TASK ITEM –
Quote all of the entries word for word.
>>>
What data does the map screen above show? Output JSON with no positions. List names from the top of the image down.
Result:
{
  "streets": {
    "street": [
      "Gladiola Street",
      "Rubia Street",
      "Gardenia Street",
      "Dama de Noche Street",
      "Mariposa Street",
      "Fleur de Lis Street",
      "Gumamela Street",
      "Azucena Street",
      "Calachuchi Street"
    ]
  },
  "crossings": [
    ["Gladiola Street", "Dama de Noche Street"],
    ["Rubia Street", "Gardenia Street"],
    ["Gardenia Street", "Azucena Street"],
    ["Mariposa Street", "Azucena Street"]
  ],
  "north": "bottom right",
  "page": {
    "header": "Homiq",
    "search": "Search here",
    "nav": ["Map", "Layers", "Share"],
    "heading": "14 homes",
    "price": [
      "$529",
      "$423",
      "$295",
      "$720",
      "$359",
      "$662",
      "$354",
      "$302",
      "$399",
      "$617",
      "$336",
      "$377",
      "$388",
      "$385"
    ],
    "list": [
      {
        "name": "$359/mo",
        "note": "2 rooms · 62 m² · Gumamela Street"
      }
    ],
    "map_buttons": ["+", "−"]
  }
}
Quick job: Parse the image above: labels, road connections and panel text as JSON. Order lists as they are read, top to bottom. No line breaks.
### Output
<<<
TASK SOLUTION –
What data does the map screen above show? Output JSON with no positions. List names from the top of the image down.
Result:
{
  "streets": {
    "street": [
      "Gladiola Street",
      "Rubia Street",
      "Gardenia Street",
      "Dama de Noche Street",
      "Mariposa Street",
      "Fleur de Lis Street",
      "Gumamela Street",
      "Azucena Street",
      "Calachuchi Street"
    ]
  },
  "crossings": [
    ["Gladiola Street", "Dama de Noche Street"],
    ["Rubia Street", "Gardenia Street"],
    ["Gardenia Street", "Azucena Street"],
    ["Mariposa Street", "Azucena Street"]
  ],
  "north": "bottom right",
  "page": {
    "header": "Homiq",
    "search": "Search here",
    "nav": ["Map", "Layers", "Share"],
    "heading": "14 homes",
    "price": [
      "$529",
      "$423",
      "$295",
      "$720",
      "$359",
      "$662",
      "$354",
      "$302",
      "$399",
      "$617",
      "$336",
      "$377",
      "$388",
      "$385"
    ],
    "list": [
      {
        "name": "$359/mo",
        "note": "2 rooms · 62 m² · Gumamela Street"
      }
    ],
    "map_buttons": ["+", "−"]
  }
}
Quick job: Parse the image above: labels, road connections and panel text as JSON. Order lists as they are read, top to bottom. No line breaks.
### Output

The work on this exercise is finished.